→ **WHAT IS EXPECTED**: Find each line below that includes "Général", then copy it.

→ **THE DATA**:
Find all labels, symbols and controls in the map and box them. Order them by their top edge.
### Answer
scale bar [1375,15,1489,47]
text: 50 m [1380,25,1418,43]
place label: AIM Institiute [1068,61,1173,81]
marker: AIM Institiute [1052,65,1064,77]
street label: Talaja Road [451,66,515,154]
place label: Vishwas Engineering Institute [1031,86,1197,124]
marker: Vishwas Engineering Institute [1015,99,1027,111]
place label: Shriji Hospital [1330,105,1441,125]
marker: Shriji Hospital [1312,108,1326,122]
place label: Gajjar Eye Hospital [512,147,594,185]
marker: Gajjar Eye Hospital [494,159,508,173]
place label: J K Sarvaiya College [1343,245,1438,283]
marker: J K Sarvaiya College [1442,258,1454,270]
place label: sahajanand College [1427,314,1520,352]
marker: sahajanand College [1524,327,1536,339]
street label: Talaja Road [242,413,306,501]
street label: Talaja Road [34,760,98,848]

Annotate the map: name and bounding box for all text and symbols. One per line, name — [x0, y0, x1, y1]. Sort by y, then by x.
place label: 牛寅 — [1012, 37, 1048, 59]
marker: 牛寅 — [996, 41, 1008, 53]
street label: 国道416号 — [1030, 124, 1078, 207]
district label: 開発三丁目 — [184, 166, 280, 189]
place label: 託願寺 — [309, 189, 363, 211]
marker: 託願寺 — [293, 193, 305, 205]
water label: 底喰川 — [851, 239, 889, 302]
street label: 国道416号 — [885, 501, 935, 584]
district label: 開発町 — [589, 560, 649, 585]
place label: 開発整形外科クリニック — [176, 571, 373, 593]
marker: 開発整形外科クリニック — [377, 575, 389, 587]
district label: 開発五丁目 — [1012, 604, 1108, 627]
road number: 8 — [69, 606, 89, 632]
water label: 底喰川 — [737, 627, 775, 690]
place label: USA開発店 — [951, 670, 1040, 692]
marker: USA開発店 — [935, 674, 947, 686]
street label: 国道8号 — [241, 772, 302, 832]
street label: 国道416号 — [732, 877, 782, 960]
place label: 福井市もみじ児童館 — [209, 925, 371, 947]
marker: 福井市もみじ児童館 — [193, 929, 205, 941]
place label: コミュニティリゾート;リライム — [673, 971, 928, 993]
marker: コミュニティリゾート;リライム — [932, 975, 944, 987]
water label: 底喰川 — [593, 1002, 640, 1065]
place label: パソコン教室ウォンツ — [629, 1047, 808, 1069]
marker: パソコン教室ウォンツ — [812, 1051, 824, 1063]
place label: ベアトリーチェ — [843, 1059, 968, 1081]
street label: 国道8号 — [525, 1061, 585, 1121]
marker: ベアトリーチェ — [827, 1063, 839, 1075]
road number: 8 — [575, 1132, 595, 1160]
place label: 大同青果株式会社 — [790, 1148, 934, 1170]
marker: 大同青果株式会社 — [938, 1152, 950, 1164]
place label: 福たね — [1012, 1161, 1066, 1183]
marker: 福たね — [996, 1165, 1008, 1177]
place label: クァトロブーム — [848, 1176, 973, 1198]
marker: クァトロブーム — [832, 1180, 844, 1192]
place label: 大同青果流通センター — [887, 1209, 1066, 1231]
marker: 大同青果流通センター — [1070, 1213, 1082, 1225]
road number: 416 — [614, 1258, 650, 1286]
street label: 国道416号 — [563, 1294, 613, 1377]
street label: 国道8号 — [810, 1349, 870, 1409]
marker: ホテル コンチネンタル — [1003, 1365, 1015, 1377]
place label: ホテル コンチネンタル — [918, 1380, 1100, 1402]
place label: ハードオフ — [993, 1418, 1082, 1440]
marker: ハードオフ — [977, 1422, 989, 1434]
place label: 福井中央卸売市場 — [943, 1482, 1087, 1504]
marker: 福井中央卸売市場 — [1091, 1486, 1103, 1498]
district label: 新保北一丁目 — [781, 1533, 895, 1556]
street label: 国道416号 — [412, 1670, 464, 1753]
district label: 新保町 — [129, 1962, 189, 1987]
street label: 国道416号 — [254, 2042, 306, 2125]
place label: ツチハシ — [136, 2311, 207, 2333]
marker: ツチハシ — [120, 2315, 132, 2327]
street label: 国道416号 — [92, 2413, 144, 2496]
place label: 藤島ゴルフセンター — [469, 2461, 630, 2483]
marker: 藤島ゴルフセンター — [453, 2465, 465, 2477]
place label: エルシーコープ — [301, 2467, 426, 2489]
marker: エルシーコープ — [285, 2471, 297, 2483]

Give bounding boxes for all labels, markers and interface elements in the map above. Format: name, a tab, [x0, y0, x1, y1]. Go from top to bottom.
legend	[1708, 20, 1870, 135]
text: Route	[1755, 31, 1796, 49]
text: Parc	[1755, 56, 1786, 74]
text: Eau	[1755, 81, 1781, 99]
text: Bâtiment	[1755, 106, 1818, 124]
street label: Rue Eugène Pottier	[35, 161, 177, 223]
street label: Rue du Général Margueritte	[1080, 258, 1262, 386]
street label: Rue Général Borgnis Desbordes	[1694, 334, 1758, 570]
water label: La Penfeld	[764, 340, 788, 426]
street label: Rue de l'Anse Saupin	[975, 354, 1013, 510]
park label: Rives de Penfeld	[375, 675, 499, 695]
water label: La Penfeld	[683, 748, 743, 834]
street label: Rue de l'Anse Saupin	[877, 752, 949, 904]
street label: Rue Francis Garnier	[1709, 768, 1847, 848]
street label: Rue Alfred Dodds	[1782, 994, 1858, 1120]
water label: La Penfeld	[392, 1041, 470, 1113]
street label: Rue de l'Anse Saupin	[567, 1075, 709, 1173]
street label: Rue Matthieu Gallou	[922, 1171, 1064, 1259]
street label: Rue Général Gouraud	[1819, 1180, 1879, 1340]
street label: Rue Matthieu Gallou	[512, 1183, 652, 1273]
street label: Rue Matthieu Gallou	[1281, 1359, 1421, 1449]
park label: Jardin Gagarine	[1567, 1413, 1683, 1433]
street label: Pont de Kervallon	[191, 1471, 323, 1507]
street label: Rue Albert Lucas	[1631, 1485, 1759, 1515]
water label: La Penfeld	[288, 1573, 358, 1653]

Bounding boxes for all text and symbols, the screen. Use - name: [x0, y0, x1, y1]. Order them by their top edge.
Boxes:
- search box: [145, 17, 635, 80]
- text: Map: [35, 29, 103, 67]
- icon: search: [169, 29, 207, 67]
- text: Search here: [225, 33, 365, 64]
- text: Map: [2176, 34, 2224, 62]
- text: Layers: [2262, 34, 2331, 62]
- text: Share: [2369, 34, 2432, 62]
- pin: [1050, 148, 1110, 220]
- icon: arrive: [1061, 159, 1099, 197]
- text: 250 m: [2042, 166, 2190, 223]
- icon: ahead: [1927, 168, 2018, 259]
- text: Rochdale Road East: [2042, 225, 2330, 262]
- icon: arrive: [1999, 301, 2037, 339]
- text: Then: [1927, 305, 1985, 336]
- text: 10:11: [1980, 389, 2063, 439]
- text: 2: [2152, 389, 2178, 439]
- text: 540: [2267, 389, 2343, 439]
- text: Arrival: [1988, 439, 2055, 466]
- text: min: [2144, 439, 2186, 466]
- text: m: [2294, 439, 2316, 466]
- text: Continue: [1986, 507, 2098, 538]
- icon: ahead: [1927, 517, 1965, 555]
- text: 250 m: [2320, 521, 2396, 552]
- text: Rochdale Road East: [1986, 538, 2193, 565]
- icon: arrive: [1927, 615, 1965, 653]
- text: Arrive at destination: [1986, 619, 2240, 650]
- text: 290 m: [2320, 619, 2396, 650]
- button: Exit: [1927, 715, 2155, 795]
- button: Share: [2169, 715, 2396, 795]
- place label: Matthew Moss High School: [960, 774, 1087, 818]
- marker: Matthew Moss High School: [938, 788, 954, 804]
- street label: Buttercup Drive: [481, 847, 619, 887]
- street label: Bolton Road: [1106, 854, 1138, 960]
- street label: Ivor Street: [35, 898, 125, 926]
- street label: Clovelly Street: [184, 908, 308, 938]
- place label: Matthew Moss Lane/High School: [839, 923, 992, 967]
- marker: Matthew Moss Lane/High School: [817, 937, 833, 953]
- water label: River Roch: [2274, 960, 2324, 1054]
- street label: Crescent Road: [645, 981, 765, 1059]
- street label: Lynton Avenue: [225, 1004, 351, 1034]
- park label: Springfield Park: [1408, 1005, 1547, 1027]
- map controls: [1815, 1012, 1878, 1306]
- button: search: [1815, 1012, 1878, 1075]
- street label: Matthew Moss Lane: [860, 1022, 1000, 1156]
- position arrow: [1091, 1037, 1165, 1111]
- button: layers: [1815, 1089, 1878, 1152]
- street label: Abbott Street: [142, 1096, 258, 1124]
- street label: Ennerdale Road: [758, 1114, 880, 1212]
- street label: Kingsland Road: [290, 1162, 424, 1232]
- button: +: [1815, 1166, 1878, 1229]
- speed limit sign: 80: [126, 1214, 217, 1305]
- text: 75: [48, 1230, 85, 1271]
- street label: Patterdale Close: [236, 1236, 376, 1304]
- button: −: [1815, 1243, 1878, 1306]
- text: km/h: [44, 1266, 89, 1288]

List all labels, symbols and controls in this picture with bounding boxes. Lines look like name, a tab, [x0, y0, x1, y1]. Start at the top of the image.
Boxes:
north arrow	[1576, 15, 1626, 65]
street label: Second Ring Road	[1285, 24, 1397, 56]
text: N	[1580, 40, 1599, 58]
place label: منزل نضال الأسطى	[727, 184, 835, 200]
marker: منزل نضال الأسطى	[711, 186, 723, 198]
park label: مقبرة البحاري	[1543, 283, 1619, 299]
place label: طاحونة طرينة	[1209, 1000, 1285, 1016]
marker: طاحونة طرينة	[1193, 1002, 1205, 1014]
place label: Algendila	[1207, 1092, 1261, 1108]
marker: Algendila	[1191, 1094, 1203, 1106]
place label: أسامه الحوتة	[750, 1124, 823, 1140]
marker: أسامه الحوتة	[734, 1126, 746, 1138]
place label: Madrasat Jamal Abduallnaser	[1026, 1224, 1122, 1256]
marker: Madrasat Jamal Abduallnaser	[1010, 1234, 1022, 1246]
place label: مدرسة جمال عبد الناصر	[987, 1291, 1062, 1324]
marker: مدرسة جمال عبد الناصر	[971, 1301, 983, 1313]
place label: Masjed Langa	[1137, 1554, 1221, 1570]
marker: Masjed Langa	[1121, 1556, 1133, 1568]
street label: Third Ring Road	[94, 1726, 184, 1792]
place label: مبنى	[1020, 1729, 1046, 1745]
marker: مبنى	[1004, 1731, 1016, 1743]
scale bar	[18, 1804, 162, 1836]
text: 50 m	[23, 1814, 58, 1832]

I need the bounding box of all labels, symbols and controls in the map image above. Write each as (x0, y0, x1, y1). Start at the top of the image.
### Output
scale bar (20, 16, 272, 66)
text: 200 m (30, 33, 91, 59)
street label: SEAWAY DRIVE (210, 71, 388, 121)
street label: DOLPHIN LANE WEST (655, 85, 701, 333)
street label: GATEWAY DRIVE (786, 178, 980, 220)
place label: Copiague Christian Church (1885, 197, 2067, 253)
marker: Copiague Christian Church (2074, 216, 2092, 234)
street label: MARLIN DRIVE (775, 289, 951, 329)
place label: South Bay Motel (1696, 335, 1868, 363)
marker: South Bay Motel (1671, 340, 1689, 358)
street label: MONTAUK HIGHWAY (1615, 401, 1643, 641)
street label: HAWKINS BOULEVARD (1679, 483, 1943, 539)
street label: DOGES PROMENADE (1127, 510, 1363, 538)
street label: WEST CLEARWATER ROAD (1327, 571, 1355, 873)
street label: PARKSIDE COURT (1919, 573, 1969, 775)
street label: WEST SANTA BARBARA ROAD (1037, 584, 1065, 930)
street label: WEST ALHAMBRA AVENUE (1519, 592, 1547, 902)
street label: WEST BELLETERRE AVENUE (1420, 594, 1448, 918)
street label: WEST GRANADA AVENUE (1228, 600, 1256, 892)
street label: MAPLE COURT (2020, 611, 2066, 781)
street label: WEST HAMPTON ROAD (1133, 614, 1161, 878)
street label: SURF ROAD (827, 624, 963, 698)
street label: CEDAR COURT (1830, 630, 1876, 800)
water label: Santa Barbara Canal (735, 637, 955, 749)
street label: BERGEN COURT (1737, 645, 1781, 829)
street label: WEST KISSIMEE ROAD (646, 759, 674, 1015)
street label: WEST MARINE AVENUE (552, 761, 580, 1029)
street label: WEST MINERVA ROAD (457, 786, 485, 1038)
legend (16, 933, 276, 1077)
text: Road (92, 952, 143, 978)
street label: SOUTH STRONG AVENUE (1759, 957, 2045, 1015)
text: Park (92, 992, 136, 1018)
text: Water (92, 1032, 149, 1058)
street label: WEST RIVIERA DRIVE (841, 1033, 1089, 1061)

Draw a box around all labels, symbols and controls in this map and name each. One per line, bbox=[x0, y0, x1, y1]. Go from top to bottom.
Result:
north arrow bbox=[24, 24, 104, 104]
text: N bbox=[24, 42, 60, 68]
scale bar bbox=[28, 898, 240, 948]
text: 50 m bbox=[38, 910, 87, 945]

→ **RESPONSE BELOW**:
street label: Rue du Général Margueritte	[1080, 258, 1262, 386]
street label: Rue Général Borgnis Desbordes	[1694, 334, 1758, 570]
street label: Rue Général Gouraud	[1819, 1180, 1879, 1340]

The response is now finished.